* **ACTIVITY**: Filter the records, keeping every line that has the string "position".

** Opening SUPPLIED INFORMATION block **

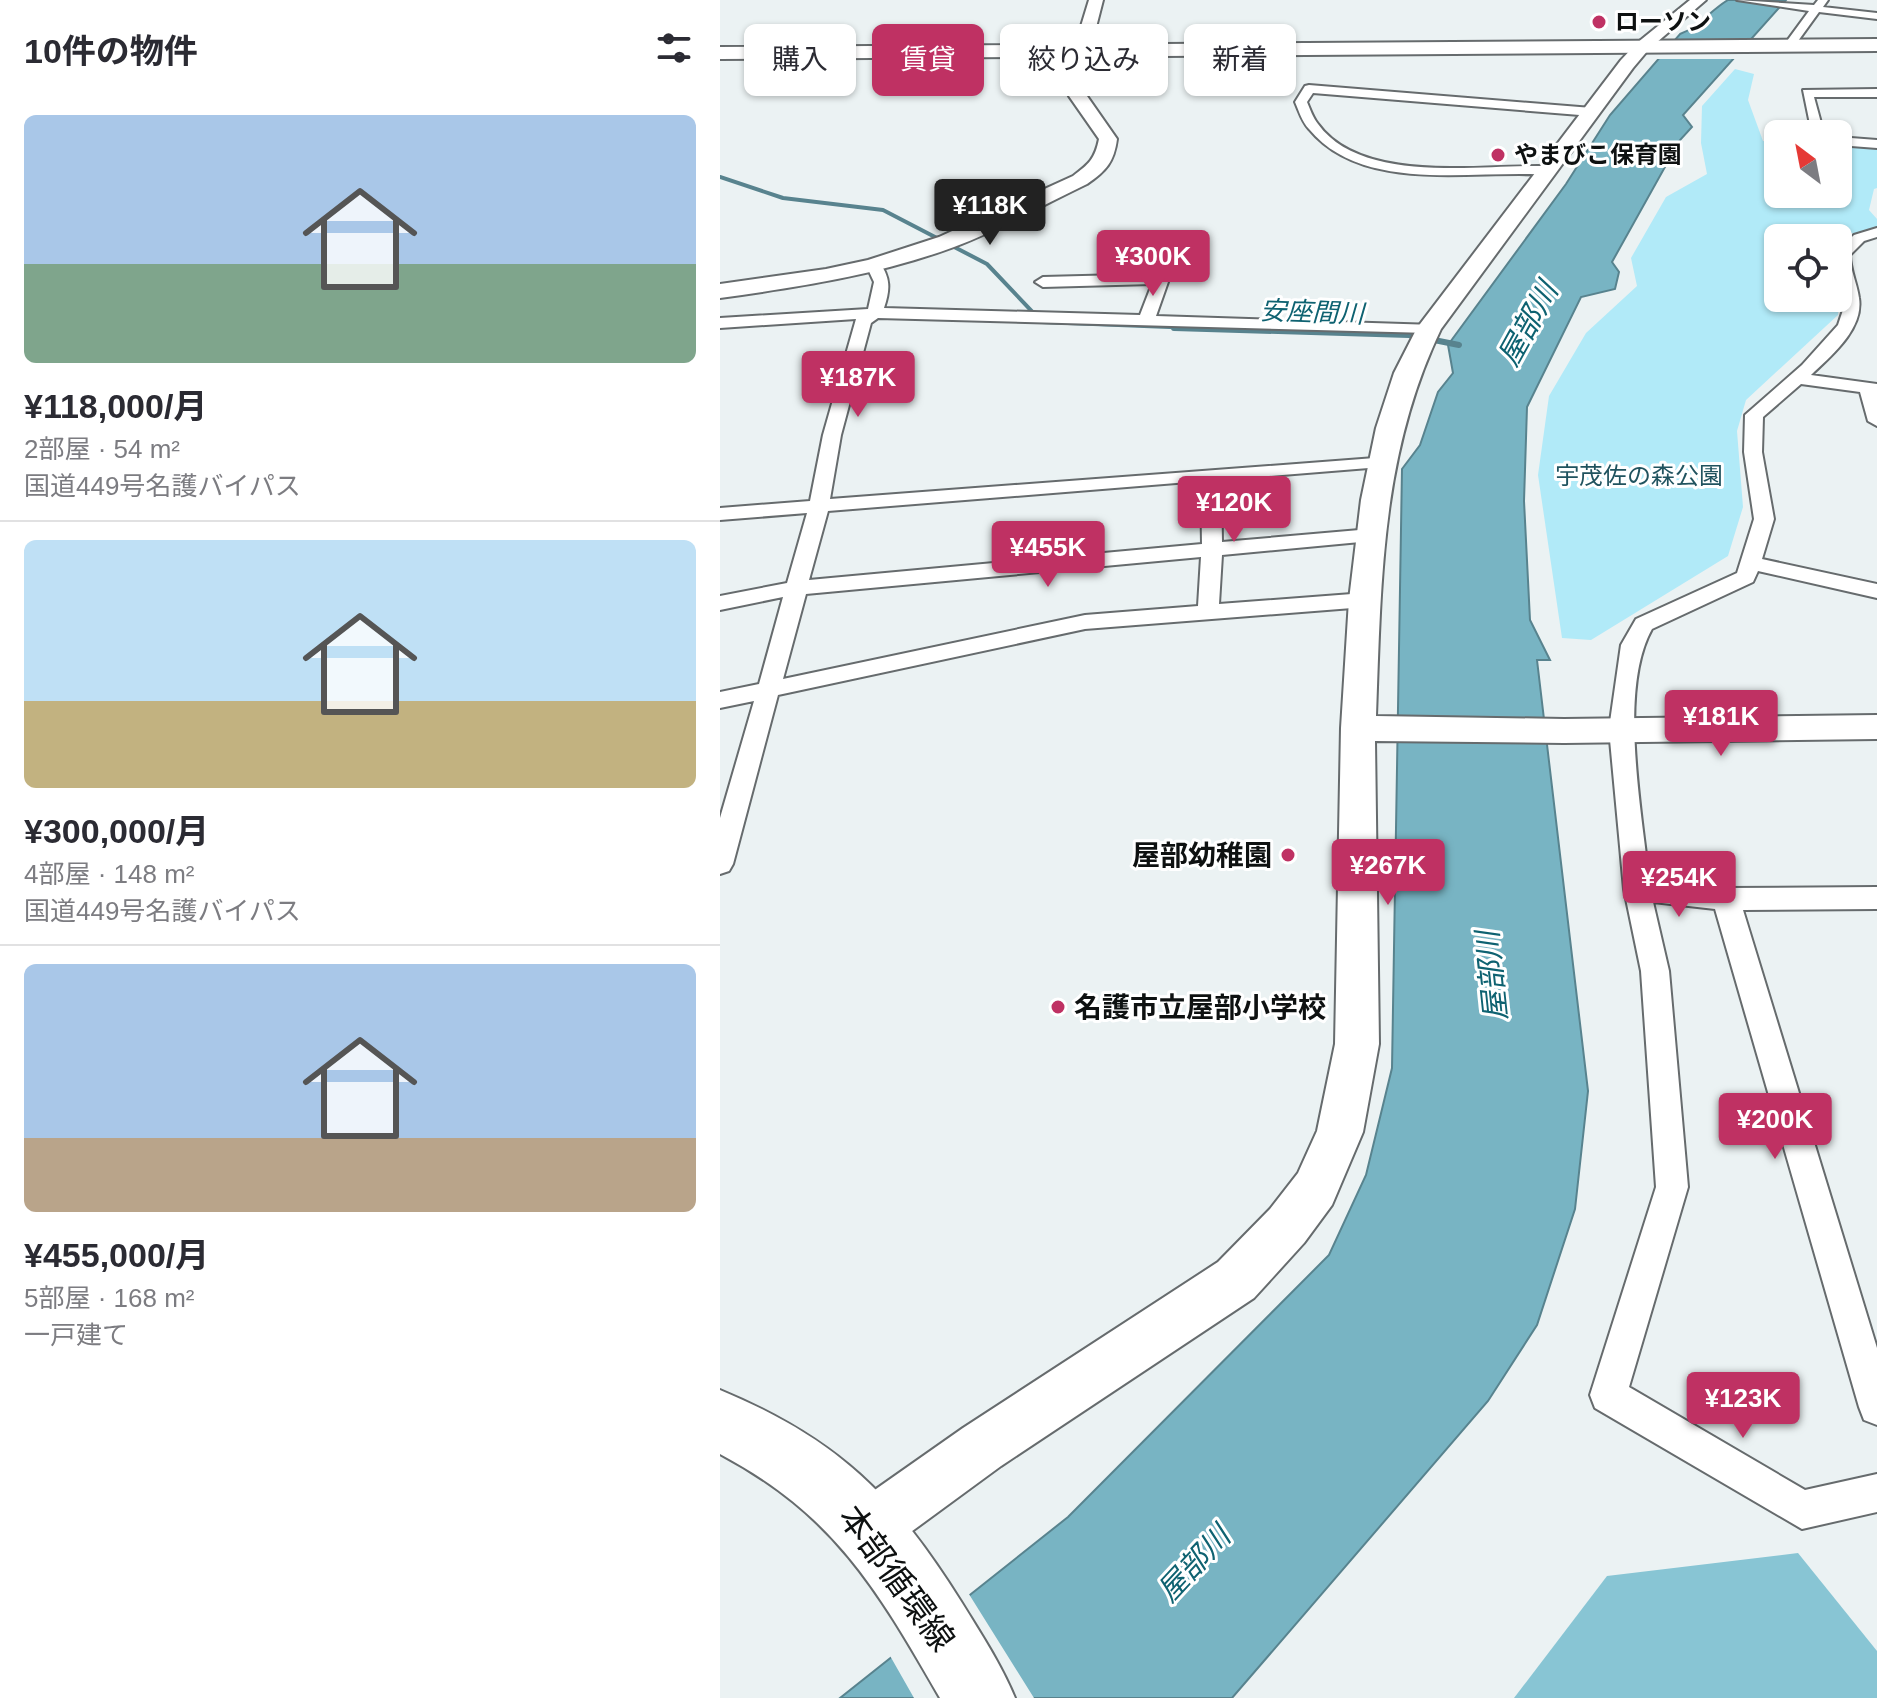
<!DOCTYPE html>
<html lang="ja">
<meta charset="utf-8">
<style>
:root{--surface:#fff;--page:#f7f7f7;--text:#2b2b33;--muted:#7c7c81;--line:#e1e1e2;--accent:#bf3163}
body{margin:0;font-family:Helvetica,"Noto Sans JP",sans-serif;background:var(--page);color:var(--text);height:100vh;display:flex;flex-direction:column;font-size:30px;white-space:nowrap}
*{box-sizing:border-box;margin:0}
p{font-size:26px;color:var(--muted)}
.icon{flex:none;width:44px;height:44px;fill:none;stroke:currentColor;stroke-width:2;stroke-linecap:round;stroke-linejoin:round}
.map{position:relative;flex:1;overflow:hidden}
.panel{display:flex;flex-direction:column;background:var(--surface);width:720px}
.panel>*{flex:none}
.top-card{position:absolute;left:24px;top:24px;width:760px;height:72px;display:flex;gap:16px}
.needle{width:52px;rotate:328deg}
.buttons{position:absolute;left:1044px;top:120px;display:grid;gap:16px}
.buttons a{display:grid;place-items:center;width:88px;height:88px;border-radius:12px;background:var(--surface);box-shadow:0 2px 6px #0004;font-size:40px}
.price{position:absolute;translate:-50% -68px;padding:0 18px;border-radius:8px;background:var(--accent);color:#fff;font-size:26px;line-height:52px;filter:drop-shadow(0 2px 4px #0008)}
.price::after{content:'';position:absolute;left:50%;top:48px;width:24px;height:18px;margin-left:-12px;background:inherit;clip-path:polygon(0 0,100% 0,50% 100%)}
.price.selected{background:#222;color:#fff}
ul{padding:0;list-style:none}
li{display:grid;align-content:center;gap:16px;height:424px;padding:0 24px}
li+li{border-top:2px solid var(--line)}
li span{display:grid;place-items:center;height:248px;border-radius:12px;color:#555}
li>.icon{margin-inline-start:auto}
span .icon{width:144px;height:144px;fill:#fffc;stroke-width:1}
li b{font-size:34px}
h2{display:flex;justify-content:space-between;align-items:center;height:96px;padding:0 24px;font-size:34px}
.chip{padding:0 28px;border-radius:12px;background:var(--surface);box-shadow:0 2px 6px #0004;font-size:28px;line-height:72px}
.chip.selected{background:var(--accent);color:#fff}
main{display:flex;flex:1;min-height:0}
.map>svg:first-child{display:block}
.green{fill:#b1eaf8}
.forest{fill:#88c5d4}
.water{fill:#78b4c3;stroke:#58838e;stroke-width:2}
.pier{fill:#ebf2f3}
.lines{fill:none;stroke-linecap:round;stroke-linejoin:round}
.stream-far1{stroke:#58838e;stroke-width:4}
.stream{stroke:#58838e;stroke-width:6}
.street-casing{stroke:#666b6d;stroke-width:4}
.secondary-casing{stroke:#666b6d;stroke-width:4}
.highway-casing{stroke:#666b6d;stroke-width:4}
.street{fill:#fff;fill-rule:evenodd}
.secondary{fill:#fff;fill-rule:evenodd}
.highway{fill:#fff;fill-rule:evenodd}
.poi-dot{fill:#bf3163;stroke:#fff;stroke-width:3}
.labels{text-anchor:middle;stroke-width:6;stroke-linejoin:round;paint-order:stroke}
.far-poi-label{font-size:24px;font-weight:bold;fill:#0e1111;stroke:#fff;text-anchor:start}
.far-park-label{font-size:24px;fill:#20535f;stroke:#fff}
.far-water-label{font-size:26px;font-style:italic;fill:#0e6271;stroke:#fff}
.poi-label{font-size:28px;font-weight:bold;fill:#0e1111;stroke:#fff;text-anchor:end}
.water-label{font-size:30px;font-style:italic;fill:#0e6271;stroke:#fff}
.near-street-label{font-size:34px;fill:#0e1111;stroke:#fff}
</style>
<main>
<section class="panel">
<h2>10件の物件<svg class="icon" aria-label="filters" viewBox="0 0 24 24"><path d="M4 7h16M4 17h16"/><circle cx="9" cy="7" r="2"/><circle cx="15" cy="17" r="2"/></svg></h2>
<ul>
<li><span style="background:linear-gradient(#a9c7e8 60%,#7fa58c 0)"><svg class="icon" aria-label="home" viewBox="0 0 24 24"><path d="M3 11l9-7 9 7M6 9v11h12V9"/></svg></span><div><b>¥118,000/月</b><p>2部屋 · 54 m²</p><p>国道449号名護バイパス</p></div></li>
<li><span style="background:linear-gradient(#bfe0f5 65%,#c2b280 0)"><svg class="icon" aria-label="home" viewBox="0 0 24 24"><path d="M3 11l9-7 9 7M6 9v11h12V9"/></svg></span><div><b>¥300,000/月</b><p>4部屋 · 148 m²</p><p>国道449号名護バイパス</p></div></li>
<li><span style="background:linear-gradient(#a9c7e8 70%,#b9a48a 0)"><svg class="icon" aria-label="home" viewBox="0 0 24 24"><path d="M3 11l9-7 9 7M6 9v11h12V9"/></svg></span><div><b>¥455,000/月</b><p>5部屋 · 168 m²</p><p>一戸建て</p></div></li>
</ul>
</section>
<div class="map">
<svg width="1157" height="1698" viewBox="0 0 1157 1698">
<rect width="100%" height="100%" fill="#ebf2f3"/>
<path class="green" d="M1015 69 1034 74 1028 100 1043 141 1058 142V194H1118V145L1157 147V188L1154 189 1149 210 1157 219V229L1123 235 1118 239 1058 238V298H1118V280L1120 286 1118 315 1026 400 1017 431 1023 507 1008 556 871 640 842 638 818 475 829 396 866 333 917 286 911 258 946 197 987 174 981 143 982 106Z"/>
<path class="forest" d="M1078 1553 1157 1651V1698H794L887 1576Z"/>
<path class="water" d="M1008 0H1066L963 115 972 127 960 140 892 262 899 272 895 289 861 297 807 407 804 501 810 620 830 660H817L868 1091 855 1209 817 1325 768 1401 512 1698H120L348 1517 609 1255 646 1175 672 1068 682 469 700 445 718 392 733 373 728 345 846 184 890 115 960 34C979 27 991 10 1008 0Z"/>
<path class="pier" d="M1035 40 1019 59H932L949 41Z
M247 1591 314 1698H194L169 1654Z"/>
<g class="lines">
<path class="stream-far1" d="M0 177 63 198 163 210 267 264 322 322 526 330"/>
<path class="stream" d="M454 328 689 335 739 345"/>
<defs>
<path id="street" d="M1017 0 1094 5 1098 0H1108L1103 7 1157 13V19L1099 12 1078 41 1077 48H1069L1067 41 1089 11Z
M589 85 872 108 878 112 872 116 593 93 587 102C590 109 593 118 598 124 641 184 759 165 822 166L836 171 829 175C755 169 643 195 589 129 582 122 579 111 575 102L585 86Z
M1157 89V97H1094L1104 134H1092L1083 90Z
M1118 137 1157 140V148L1118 145Z
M1157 228V237L1144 241 1130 255C1130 270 1137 283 1139 298 1144 329 1111 356 1091 375L1157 384V426L1148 421 1140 392 1081 384 1043 417 1042 452 1054 519 1042 559 1157 584V598L1038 571 1033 582 932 629C898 689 922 812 929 880L1006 888 1157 887V909L1023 910 1157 1348V1425L1144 1420 1139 1407 995 909 933 902 949 971 968 1187 909 1387 1085 1490 1157 1474V1512L1082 1529 875 1408 870 1395 936 1187 921 971 904 889 889 729 901 645 916 619 1017 573 1034 519 1024 452 1025 415 1082 365 1118 325 1124 307 1118 277V250L1134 235Z
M154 260 159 262C171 278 170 290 164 308L420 315 432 284 323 287 315 282 323 277 441 274 449 279 436 316 715 325 717 328 709 333 158 318 151 323 121 435 110 499 668 457 670 461 661 467 501 480 502 542 651 529 661 535 651 541 502 555 499 604 645 593 656 600 645 607 365 629 58 695 13 864 9 871 0 874V818L34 701 0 708V692L39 684 63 597 0 610V596L67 583 87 513 0 520V508L90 501 103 435 136 319 0 328V318L148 309 154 282 146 265ZM481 481 482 544 89 580 108 511ZM481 557 478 606 365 615 63 679 86 594Z"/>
<path id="secondary" d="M369 0H383L362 82 367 96 397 139C394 162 386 171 367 184 323 205 279 230 234 247 158 275 79 287 0 298V284L106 269 148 260 219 237 353 176C369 164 375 159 379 139L349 96 344 82Z
M970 0H986L929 49 913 68 721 329C661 454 661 581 656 716L844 719 1157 715V739L844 743 655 741 659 1044 643 1132 612 1205 584 1243 534 1298 281 1466 169 1548 149 1556 129 1548 121 1528 129 1508 243 1428 498 1262 550 1209 578 1173 597 1131 615 1044 621 728 629 600 641 500 656 428 674 373 697 328 901 60 917 43Z"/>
<path id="highway" d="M1157 39V51L0 59V47Z
M0 1390C118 1439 175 1496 242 1603 261 1634 281 1664 295 1698H220C157 1589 115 1515 0 1454Z"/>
</defs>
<use href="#street" class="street-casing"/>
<use href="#secondary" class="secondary-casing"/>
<use href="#highway" class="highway-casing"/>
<use href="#street" class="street"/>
<use href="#secondary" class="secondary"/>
<use href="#highway" class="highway"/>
</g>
<g class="poi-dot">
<circle cx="879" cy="22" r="8"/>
<circle cx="778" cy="155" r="8"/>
<circle cx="568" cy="855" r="8"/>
<circle cx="338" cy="1007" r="8"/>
</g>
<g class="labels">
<g class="far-poi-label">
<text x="895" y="30">ローソン</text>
<text x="794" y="163">やまびこ保育園</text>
</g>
<g class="far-park-label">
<text x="919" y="484">宇茂佐の森公園</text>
</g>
<g class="far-water-label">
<text transform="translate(592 312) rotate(2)" y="9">安座間川</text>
</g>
<g class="poi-label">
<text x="552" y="865">屋部幼稚園</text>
<text x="354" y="1017" text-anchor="start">名護市立屋部小学校</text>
</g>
<g class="water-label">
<text transform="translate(808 324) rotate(-61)" y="10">屋部川</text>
<text transform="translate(772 976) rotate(-96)" y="10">屋部川</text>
<text transform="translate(474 1564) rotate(-47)" y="10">屋部川</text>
</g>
<g class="near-street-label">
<text transform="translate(177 1578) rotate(54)" y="12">本部循環線</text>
</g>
</g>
</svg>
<div class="buttons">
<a><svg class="needle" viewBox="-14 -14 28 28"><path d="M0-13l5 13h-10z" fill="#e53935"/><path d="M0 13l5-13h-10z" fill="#7c7c81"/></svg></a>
<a><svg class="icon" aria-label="locate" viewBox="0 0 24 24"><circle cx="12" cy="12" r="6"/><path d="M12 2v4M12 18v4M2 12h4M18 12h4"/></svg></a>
</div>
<b class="price selected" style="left:270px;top:247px">¥118K</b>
<b class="price" style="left:433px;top:298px">¥300K</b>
<b class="price" style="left:138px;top:419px">¥187K</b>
<b class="price" style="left:514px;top:544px">¥120K</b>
<b class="price" style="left:328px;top:589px">¥455K</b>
<b class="price" style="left:1001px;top:758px">¥181K</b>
<b class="price" style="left:668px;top:907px">¥267K</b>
<b class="price" style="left:959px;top:919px">¥254K</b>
<b class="price" style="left:1055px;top:1161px">¥200K</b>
<b class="price" style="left:1023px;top:1440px">¥123K</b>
<div class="top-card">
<a class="chip">購入</a>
<a class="chip selected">賃貸</a>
<a class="chip">絞り込み</a>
<a class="chip">新着</a>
</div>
</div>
</main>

** Closing SUPPLIED INFORMATION block **

* **ANSWER BOX**:
.map{position:relative;flex:1;overflow:hidden}
.top-card{position:absolute;left:24px;top:24px;width:760px;height:72px;display:flex;gap:16px}
.buttons{position:absolute;left:1044px;top:120px;display:grid;gap:16px}
.price{position:absolute;translate:-50% -68px;padding:0 18px;border-radius:8px;background:var(--accent);color:#fff;font-size:26px;line-height:52px;filter:drop-shadow(0 2px 4px #0008)}
.price::after{content:'';position:absolute;left:50%;top:48px;width:24px;height:18px;margin-left:-12px;background:inherit;clip-path:polygon(0 0,100% 0,50% 100%)}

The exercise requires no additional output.